‘England is a nation of shopkeepers’, as Napoleon may or may not have once said. Whoever you attribute the quote to, there is no disputing the country’s retail attraction is world-class, especially in the capital.
With so many shops and specialist districts to go at in London, we’ve picked out the best right here…
This is one of London’s most comprehensive and tourist-friendly shopping districts. From food lovers to fashionistas, there’s something for everyone here with globally recognisable brands happily co-habiting amongst small independent traders.
The central hall in the indoor market building contains around 90 independent business selling everything from teddy bears, sweets and candles to handmade jewellery, fine art and antiques. There is also the Jubilee Market, which is held every day on the south side of the square, flogging household goods, clothing, food and gifts through the week, then arts and crafts on weekends.
The market hall is surrounded by high-end names across fashion, gifts, and technology with flagship stores from Kurt Geiger, Size?, Paul Smith, The Natural Shoe Store and travel book store Stanfords. There’s also an impressive Apple outlet, based in a beautifully-restored 1876 building, spread across multiple floors.
The nearest Tube stop is naturally the Covent Garden Station on the Piccadilly line, but not much further is the Leicester Square Station (for Northern line users) and Temple (Circle and District line).
Perhaps the most famous of all the districts in this list, Oxford Street is home to more than 300 shops, five million sq ft of retail space and any high street name worth its salt is here.
This 1.2-mile stretch of retail heaven attracts over 200 million visitors a year, supporting its claim to being London’s busiest street and Europe’s favourite shopping area.
Bookending the street are two Primark stores, with one at Marble Arch and the other at the junction with Tottenham Court Road, but in between them, you’ll find everyone from Ann Summers to Zara. Most shops are open between 10am and 6 or 7pm.
Due to its length, Oxford Street is served by many Tube stations with Bond Street and Oxford Circus situated around the halfway mark. Marble Arch Station and Tottenham Court Road Station are also nearby options for those using the Central line.
You may recognise this Soho street from the front cover of Oasis’ 1995 album ‘(What’s The Story) Morning Glory?’.

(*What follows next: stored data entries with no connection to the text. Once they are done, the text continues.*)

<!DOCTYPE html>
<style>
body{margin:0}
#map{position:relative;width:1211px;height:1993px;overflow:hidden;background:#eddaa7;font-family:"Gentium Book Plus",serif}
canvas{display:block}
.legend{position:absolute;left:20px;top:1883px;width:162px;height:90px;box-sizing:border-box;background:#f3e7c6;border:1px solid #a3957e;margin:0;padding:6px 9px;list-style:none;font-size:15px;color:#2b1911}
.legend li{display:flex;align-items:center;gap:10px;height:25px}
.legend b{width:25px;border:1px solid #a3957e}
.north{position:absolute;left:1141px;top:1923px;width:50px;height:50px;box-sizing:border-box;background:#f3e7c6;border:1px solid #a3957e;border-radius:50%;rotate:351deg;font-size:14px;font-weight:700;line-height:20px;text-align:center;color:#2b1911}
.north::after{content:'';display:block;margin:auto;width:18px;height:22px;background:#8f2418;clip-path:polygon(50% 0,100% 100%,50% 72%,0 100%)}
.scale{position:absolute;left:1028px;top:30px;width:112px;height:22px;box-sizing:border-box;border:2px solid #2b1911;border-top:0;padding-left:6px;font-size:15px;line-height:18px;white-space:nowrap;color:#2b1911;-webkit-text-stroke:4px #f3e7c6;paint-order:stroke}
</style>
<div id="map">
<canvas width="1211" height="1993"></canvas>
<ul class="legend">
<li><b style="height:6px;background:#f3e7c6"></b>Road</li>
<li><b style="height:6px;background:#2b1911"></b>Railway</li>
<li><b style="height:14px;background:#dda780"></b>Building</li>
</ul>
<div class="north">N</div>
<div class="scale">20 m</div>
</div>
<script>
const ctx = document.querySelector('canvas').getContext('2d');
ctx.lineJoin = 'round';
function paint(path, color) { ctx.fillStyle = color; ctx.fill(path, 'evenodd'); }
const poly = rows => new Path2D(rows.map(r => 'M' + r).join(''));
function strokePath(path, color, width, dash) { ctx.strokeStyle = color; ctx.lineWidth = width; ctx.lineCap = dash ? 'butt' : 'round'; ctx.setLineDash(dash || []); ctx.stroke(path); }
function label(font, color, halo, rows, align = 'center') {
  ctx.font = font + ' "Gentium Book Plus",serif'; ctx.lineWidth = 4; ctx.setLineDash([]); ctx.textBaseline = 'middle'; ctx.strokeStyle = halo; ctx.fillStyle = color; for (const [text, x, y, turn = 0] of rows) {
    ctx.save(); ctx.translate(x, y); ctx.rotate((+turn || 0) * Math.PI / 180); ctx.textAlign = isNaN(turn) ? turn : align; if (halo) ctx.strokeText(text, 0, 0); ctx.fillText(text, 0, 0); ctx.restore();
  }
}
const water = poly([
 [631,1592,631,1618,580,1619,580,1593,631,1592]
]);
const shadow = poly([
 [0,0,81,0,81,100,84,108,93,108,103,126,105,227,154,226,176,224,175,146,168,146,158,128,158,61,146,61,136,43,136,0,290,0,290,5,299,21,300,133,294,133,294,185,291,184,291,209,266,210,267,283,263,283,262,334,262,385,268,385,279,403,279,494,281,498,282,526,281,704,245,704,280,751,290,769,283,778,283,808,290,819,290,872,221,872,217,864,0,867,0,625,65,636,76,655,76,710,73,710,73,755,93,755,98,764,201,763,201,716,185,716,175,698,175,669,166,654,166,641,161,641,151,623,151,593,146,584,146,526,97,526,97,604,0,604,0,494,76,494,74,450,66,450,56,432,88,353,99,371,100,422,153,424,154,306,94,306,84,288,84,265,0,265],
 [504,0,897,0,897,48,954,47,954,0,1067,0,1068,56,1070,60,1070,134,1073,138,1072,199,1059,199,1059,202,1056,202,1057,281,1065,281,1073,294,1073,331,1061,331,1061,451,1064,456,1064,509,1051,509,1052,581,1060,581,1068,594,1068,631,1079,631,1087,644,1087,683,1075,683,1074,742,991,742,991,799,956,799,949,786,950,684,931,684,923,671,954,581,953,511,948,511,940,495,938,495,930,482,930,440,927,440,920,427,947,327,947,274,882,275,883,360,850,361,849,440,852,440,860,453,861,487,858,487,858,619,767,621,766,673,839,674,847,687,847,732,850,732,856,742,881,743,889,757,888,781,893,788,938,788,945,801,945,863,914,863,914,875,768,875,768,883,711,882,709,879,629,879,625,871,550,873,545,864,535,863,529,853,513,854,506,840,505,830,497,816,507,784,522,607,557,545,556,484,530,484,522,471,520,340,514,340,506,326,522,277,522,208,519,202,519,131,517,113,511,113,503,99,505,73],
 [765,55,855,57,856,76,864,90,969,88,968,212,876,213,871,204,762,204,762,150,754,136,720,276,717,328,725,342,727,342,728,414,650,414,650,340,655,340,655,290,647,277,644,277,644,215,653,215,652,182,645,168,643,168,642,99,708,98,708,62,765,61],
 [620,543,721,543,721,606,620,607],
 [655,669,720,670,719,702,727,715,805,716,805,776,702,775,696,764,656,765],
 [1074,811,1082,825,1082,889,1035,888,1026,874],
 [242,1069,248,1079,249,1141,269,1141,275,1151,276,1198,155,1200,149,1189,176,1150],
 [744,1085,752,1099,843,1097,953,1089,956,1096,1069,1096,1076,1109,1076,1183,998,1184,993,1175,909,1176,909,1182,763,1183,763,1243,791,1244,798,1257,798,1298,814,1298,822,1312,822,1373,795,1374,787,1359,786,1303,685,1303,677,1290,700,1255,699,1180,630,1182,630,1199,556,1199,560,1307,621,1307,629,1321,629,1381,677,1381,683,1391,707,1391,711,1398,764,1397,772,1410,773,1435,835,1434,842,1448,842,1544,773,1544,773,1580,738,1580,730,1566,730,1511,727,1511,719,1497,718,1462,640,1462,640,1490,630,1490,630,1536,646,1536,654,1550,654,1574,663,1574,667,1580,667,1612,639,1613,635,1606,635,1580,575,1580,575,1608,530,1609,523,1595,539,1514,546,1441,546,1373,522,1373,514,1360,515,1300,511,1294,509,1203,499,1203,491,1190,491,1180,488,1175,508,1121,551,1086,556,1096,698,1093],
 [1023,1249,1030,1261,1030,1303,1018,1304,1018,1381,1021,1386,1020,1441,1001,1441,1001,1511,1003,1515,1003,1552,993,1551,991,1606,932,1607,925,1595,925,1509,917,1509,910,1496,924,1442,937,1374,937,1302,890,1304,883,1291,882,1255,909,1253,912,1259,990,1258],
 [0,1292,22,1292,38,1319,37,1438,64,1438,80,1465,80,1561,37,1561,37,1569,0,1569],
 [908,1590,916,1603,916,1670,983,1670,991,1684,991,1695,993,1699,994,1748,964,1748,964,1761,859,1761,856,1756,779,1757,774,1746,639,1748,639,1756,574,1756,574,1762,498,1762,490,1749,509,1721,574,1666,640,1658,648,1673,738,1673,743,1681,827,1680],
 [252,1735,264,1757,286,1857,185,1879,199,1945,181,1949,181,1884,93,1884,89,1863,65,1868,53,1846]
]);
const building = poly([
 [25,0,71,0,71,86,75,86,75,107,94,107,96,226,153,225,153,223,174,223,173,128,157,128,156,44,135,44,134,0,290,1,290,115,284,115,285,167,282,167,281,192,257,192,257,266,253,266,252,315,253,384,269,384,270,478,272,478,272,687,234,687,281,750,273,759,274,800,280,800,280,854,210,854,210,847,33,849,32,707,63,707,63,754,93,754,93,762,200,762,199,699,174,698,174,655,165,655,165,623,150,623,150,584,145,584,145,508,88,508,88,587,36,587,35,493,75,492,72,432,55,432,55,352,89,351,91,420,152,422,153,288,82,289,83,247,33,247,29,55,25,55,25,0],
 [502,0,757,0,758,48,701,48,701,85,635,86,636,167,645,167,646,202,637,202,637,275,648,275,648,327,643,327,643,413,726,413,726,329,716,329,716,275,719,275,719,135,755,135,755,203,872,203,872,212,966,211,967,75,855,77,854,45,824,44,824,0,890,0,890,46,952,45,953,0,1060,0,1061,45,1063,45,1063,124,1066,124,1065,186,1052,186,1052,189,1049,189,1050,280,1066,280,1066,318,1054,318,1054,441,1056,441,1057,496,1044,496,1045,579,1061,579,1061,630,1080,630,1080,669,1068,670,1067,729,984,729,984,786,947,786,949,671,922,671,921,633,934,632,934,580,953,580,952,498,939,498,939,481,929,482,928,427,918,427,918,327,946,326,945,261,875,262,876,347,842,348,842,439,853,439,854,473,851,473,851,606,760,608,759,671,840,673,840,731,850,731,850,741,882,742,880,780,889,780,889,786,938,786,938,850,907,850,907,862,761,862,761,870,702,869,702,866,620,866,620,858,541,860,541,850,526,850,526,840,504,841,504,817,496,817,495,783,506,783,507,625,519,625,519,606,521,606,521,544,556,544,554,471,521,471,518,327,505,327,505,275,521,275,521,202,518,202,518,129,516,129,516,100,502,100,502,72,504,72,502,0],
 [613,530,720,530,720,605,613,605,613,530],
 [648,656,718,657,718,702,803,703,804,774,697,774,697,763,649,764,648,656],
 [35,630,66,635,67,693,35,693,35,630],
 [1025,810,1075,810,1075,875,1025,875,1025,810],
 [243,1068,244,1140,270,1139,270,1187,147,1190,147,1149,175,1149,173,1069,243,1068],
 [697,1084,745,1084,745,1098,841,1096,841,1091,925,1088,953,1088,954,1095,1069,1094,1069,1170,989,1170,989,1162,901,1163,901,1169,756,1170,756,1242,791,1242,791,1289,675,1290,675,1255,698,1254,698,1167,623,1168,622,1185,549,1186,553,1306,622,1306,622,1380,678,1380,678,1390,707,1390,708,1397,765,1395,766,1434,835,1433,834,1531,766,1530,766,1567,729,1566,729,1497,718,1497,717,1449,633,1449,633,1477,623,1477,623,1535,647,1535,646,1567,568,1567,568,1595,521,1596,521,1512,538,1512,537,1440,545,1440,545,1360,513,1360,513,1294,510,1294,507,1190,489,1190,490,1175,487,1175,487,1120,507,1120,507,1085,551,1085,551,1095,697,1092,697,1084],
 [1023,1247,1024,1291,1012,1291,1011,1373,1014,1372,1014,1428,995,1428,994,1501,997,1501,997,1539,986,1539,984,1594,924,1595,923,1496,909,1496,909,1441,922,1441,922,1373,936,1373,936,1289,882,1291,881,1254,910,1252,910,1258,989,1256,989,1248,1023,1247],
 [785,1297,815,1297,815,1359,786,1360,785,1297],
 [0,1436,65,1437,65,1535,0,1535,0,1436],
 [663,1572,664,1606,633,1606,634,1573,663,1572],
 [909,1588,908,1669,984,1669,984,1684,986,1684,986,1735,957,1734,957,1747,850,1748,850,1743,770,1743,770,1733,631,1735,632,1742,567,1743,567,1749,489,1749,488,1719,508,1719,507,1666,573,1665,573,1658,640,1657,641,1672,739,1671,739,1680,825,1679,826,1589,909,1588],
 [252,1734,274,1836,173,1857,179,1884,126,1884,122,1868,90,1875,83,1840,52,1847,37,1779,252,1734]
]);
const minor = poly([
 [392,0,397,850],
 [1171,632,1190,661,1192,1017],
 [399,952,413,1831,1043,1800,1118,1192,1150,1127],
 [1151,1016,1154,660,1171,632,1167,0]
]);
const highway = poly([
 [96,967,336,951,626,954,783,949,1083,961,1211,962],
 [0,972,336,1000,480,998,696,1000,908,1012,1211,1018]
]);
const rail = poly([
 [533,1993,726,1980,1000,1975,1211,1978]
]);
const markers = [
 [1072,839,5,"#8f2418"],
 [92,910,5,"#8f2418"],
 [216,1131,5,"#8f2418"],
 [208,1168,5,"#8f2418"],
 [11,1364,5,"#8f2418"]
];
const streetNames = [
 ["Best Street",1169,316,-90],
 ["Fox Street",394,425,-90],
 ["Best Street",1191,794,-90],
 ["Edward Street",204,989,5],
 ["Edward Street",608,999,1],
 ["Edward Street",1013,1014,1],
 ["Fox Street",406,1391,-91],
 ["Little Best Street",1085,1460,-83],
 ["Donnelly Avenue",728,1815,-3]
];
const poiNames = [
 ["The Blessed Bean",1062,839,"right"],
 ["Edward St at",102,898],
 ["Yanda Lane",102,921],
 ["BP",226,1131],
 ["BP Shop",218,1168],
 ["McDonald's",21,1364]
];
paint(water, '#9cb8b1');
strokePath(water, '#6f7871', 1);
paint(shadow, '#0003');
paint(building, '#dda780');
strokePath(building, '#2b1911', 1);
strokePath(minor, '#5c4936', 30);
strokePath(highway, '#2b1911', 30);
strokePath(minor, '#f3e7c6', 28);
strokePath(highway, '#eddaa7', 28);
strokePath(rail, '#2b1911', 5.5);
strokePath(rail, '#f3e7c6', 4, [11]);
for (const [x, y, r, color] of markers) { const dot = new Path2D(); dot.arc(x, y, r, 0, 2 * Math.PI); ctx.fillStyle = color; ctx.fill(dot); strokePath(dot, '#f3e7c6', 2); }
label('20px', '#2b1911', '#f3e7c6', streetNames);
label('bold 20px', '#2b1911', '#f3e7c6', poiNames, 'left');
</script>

That’s not the street’s only musical significance though; it features some of the best independent record shops in all of London. Phonica Records, Sounds of The Universe, Sister Ray, and Mr Bongo’s are just some of the standout stores.
Berwick Street boasts a vibrant mix of bespoke tailors, textile merchants, pubs and cafes as well as its own outdoor general market.
The street is virtually equidistant from four Tube stations – Oxford Circus, Tottenham Court Road, Leicester Square and Piccadilly Circus – so getting there is fairly straightforward.
With 150,000m² of retail space – the equivalent of 30 football pitches – the Westfield shopping centre in White City dethroned Croydon’s Whitgift Centre as the capital’s largest covered shopping complex when it opened in October 2008.
Built at a cost of £1.6 billion, the original Westfield was once branded one of Britain’s ugliest buildings by Building Design magazine. Inside though, there are 265 high-end shops and 50 restaurants as well as a luxury spa and a 14-screen cinema, upgraded to 17 screens in 2010.
Come late 2011, another humongous mall sprung up under the Westfield name in Stratford, 13 miles east of the original Westfield, as part of east London’s redevelopment leading up to the 2012 Olympics. Again, it boasted hundreds of shops, another 14-screen cinema, three hotels and, as if that wasn’t enough, the UK’s largest casino.
Tube stations serving the original Westfield include Shepherd’s Bush (Central line) and Wood Lane (Circle and Hammersmith & City lines), while its younger sibling is closest to the Overground’s Stratford station.
Even if you don’t end up buying anything from London’s unique and charismatic markets, their rich atmosphere make them worth a visit alone.
For serious foodies, there’s the Crystal Palace Food Market, which sells 100 per cent organic or biodynamic produce, as well as a busy and constantly shifting schedule of farmers’ markets.
You’ll almost certainly have heard of Camden Market. It is London’s fourth most popular tourist attraction, pulling in 100,000 people every weekend. But what you might not know is that the name is actually a collective term encompassing six individual markets.
When people refer to Camden Market, they usually mean Camden Lock Market which stands out with its iconic painted train bridge, arguably the area’s most recognisable asset. But there’s also Stables Market, which boasts some brilliant food stands and vintage clothing stalls.
Completing the set is Inverness Street Market, Buck Street Market and the Electric Ballroom, which between them offer an eclectic mix of souvenirs, t-shirts and scrummy lunchtime snacks.